Some of Kurzweil's predictions in 1999 about 2009:
- “Unused computes on the Internet are harvested, creating … human brain hardware capacity.”
- “The online chat rooms of the late 1990s have been replaced with virtual environments…with full visual realism.”
- “Interactive brain-generated music … is another popular genre.”
- “the underclass is politically neutralized through public assistance and the generally high level of affluence”
- “Diagnosis almost always involves collaboration between a human physician and a … expert system.”
- “Humans are generally far removed from the scene of battle.”
- “Despite occasional corrections, the ten years leading up to 2009 have seen continuous economic expansion”
- “Cables are disappearing.”
- “grammar checkers are now actually useful”
- “Intelligent roads are in use, primarily for long-distance travel.”
- “The majority of text is created using continuous speech recognition (CSR) software”
- “Autonomous nanoengineered machines … have been demonstrated and include their own computational controls.”
Carl T. Bergstrom, 13 February 2023:
Meta. OpenAI. Google.
Your AI chatbot is not hallucinating.
It's bullshitting.
It's bullshitting, because that's what you designed it to do. You designed it to generate seemingly authoritative text "with a blatant disregard for truth and logical coherence," i.e., to bullshit.

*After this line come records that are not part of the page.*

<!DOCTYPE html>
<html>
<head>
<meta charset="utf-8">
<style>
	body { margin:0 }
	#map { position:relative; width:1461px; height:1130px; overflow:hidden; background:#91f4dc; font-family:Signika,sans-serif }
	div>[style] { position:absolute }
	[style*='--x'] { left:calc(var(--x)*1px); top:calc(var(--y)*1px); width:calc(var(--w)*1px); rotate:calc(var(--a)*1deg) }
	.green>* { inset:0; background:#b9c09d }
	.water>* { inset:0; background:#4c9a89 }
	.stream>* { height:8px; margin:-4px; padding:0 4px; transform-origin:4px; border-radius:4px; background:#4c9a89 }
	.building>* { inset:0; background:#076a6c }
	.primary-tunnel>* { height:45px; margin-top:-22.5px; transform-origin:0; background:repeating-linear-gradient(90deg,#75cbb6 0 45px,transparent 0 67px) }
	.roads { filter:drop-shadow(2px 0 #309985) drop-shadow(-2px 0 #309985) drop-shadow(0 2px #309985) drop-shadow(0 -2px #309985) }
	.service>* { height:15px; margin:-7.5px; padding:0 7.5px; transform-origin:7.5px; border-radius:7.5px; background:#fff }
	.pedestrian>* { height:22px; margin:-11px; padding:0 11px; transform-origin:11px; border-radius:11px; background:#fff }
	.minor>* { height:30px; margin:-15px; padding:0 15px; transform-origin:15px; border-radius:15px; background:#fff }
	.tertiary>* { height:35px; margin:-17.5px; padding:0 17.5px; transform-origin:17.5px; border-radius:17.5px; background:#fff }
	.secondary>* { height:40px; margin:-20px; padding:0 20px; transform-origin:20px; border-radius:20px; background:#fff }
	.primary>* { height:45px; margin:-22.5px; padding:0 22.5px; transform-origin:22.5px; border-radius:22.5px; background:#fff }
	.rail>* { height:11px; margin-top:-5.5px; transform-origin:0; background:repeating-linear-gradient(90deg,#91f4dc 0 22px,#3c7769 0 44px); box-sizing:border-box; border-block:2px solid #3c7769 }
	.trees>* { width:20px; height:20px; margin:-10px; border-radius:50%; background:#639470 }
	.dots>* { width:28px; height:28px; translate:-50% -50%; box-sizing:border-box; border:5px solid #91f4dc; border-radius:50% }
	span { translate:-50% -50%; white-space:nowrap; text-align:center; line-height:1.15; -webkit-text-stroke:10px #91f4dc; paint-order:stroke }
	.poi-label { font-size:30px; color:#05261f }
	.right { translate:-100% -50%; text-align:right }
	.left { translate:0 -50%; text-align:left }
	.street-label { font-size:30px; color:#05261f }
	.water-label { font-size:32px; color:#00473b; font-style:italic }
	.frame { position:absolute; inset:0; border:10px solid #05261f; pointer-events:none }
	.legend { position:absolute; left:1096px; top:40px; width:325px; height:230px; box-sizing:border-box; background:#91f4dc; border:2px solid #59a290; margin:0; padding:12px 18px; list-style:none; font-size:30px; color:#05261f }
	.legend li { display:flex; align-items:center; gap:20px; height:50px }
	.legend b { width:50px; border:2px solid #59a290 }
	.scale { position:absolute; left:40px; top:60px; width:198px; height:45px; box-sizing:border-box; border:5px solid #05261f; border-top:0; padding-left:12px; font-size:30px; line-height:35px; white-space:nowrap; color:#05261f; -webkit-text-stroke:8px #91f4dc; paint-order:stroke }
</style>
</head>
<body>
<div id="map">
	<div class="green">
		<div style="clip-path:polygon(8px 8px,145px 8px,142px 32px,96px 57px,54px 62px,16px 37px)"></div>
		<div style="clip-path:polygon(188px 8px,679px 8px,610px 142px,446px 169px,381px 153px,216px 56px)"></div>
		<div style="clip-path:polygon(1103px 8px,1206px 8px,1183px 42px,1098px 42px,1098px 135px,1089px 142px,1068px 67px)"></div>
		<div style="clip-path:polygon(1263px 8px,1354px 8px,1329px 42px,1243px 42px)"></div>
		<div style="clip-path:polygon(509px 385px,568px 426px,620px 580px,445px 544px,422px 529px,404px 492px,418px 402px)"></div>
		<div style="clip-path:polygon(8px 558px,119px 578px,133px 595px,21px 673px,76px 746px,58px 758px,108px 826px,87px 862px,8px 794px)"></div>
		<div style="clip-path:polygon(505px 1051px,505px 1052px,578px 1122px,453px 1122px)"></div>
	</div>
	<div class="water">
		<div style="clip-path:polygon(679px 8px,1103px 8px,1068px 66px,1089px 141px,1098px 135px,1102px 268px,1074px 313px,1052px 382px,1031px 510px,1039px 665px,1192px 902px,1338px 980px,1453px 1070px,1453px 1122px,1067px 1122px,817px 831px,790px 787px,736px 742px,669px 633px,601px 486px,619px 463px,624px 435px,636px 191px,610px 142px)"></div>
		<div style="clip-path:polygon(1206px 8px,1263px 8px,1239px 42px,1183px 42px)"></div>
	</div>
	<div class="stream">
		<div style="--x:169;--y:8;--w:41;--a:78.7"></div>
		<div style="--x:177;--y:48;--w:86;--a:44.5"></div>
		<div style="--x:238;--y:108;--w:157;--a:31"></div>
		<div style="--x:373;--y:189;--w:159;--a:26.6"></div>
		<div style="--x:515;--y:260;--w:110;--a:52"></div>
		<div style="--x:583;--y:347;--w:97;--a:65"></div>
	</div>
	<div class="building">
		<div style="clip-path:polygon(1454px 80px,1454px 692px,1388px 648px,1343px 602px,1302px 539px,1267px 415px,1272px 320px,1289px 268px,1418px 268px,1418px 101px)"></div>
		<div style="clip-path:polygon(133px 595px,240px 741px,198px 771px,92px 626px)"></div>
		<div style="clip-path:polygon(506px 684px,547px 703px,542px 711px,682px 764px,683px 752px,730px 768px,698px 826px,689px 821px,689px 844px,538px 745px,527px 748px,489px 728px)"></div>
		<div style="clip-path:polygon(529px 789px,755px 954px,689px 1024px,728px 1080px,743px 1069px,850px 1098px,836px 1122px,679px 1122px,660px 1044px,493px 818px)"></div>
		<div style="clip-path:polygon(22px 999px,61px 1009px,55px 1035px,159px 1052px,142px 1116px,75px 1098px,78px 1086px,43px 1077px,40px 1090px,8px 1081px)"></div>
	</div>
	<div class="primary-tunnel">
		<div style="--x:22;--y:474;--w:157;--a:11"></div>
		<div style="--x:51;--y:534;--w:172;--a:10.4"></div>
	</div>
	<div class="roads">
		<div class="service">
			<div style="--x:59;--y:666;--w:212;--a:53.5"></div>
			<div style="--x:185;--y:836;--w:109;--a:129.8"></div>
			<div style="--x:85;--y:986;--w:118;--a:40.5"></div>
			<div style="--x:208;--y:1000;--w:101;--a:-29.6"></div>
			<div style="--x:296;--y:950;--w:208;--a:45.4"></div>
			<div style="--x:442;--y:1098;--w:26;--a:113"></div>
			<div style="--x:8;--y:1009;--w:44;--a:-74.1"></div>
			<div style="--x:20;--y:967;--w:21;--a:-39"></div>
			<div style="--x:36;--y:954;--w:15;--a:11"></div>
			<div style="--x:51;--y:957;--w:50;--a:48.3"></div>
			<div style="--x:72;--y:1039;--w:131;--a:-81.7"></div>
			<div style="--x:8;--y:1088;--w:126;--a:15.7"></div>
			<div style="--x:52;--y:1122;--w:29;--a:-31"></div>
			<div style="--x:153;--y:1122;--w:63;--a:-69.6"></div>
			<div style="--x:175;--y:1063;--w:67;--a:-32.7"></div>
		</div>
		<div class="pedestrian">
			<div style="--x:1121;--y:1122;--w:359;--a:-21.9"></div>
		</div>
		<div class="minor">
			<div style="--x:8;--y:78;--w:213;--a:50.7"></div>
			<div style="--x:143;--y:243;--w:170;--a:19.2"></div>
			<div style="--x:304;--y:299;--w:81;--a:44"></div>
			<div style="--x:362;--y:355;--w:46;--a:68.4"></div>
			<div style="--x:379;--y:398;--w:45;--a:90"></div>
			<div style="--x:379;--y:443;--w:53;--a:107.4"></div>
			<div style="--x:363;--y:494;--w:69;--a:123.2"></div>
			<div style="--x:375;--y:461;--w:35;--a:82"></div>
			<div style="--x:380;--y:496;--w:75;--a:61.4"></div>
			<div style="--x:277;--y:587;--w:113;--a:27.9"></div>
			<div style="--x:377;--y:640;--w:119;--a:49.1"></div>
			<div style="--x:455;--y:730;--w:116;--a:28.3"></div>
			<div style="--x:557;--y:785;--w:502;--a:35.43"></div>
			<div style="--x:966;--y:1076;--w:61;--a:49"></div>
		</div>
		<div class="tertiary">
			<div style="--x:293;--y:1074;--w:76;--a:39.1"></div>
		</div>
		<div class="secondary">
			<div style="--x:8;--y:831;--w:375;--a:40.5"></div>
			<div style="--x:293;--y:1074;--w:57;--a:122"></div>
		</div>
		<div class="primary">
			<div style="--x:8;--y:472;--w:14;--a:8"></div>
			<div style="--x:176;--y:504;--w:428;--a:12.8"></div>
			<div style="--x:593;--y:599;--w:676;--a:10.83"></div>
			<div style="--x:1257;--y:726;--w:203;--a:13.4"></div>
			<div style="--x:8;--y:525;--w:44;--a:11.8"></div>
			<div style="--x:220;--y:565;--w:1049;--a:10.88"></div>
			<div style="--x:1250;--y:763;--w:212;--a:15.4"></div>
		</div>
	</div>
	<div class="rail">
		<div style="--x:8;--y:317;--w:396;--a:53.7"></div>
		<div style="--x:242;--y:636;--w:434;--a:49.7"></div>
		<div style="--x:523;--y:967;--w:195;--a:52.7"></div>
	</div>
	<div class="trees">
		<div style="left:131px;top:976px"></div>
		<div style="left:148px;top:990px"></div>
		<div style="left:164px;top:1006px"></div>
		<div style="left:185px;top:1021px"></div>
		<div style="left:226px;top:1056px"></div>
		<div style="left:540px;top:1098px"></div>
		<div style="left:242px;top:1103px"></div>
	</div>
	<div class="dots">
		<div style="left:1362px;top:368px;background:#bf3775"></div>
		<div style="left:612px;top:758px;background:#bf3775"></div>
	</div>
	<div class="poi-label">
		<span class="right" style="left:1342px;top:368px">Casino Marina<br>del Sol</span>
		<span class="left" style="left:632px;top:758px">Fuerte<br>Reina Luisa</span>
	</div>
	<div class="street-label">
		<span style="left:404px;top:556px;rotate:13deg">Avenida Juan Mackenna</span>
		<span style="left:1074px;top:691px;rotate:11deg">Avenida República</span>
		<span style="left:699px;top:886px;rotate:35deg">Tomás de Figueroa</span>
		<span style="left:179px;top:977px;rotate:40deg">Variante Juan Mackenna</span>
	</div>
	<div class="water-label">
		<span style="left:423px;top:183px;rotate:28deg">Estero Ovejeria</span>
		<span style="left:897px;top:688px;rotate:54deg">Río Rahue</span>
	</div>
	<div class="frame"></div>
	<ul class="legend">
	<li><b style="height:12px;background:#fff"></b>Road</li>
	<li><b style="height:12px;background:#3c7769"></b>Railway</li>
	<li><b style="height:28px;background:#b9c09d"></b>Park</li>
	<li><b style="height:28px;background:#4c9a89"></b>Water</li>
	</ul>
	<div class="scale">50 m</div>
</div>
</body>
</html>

I confess myself a bit baffled by people who act like "how to interact with ChatGPT" is a useful classroom skill. It's not a word processor or a spreadsheet; it doesn't have documented, well-defined, reproducible behaviors. No, it's not remotely analogous to a calculator. Calculators are built to be right, not to sound convincing. It's a bullshit fountain. Stop acting like you're a waterbender making emotive shapes by expressing your will in the medium of liquid bullshit. The lesson one needs about a bullshit fountain is not to swim in it.
Feynman had a story about trying to read somebody's paper before a grand interdisciplinary symposium. As he told it, he couldn't get through the jargon, until he stopped and tried to translate just one sentence. He landed on a line like, "The individual member of the social community often receives information through visual, symbolic channels." And after a lot of crossing-out, he reduced that to "People read."
Yud, who idolizes Feynman above all others:
I also remark that the human equivalent of a utility function, not that we actually have one, often revolves around desires whose frustration produces pain.
Ah. People don't like to hurt.
Don't think in detail about the future superintelligence that can hug you and turn you into TANG!